A “significant” taxi fare rise has been approved by St Helens Council to bring hackney rates in line with the rest of the city region.
The hackney carriage trade was instructed to submit an annual rate rise request by councillors last September, in accordance with St Helens Council’s statement of taxi licensing policy.
It had been intended that a rate rise committee would be established, although this never materialised.
Subsequently, the council’s licensing team has worked with the two main consultative groups, Unite and SHAPTHD (St Helens Association of Private Hire and Taxi Drivers) to produce a jointly proposed rate rise.
The request as a percentage increase is approximately 10 per cent.
This was distributed to the trade for ballot in June 17 and was agreed, with the trade considering the council’s 2018 report, which sought to align hackney carriage rates in St Helens with the charges made across the city region.
A new council report says St Helens has “historically and consistently” charged cheaper fees than the rest of the city region.
It says this has “undoubtedly impacted” on the trade and its ability to invest in their vehicles.

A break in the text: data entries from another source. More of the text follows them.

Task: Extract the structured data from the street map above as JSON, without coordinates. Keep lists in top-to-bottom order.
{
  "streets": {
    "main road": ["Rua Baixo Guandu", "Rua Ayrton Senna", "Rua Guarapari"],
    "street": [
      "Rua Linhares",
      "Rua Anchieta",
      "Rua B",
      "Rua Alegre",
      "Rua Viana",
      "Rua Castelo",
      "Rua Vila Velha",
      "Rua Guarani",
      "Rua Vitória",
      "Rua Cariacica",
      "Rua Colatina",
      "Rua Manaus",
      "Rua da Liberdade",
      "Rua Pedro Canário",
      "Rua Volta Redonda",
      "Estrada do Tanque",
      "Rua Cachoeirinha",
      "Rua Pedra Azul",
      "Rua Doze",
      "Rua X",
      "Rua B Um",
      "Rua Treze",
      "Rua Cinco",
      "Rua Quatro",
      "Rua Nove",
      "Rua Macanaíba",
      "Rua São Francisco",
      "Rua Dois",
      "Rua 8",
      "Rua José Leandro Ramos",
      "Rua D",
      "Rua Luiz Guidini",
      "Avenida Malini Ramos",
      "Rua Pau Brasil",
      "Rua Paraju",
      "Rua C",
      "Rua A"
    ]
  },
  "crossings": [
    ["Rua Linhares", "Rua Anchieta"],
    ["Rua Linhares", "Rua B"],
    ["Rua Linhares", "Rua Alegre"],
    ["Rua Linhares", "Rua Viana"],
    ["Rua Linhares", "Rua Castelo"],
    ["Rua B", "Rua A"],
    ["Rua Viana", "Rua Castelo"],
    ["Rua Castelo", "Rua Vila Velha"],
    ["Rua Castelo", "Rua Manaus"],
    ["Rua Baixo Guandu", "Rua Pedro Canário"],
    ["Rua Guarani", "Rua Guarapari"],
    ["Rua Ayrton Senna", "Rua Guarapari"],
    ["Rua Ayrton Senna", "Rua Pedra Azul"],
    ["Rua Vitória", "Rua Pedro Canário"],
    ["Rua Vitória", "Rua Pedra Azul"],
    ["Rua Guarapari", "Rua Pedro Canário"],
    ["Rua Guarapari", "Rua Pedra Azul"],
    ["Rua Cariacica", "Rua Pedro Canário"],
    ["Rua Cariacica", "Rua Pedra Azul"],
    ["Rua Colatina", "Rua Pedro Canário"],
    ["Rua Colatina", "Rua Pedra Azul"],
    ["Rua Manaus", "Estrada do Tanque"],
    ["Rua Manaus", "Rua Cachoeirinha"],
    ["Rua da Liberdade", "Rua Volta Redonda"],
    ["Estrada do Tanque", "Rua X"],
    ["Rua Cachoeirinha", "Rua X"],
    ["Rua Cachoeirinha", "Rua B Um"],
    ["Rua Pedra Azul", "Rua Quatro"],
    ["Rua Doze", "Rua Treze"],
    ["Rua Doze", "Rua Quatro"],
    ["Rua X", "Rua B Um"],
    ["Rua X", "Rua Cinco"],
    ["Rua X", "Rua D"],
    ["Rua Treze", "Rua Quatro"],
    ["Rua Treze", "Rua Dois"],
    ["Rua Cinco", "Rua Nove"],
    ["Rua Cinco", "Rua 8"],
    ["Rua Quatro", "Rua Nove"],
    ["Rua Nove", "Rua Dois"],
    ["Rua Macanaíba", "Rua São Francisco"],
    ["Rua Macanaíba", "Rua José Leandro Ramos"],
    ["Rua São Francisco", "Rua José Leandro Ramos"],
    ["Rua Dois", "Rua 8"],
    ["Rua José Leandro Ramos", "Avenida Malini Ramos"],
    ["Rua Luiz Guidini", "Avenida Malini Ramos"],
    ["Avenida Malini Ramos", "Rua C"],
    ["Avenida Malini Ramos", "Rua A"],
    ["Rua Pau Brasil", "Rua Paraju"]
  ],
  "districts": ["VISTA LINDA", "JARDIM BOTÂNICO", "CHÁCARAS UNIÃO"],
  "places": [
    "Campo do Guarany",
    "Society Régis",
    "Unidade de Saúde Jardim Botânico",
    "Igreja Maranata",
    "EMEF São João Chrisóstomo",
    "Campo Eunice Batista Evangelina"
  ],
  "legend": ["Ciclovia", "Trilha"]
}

The council’s licensing manager Lorraine Simpson told the licensing and environmental protection committee this week that much work has been done to give the borough’s hackney rates “parity” with the rest of the city region.
Ms Simpson said the request is the “final stage” to bring the borough’s hackneys to a regional parity.
She said it is not anticipated that further rises will be of “significant levels”.
However, Ms Simpson warned there are future “unpredictable considerations” that council must bear in mind, such as the impact of Brexit in St Helens.
Ms Simpson said: “The trade recognise that the request may appear as significant, but it is necessary to allow them to continue to provide the good service they provide for all the customers of the hackney trade in the borough.
“The maintenance and overall running costs of hackney vehicles, as well as the purchase costs, is very expensive and hackneys are an independent small business in their own right.
“They need to be allowed to generate a suitable level from their fares to maintain that business.”
Paul James from Unite said the union was happy with the considerations made by the council.
He added that they were “overwhelmingly” in favour of the hackney trade, to allow it to move forward.
Labour councillor Jeanie Bell, cabinet member for community safety, backed the rise.
Coun Bell said: “I think the drivers do an excellent job in difficult circumstances. They work very hard.
“We’re very lucky in St Helens that we have a lot of drivers that are licensed here and undergo quite a rigorous process to be able to do so.
“I think the least they can expect is a fair salary for a fair day’s work.”
Currently, St Helens rates are the 320th cheapest in the country, out of 370 authorities.
With the rise, St Helens will be the 298th cheapest in the country.
The licensing and environmental protection committee approved the proposed hackney rate rise.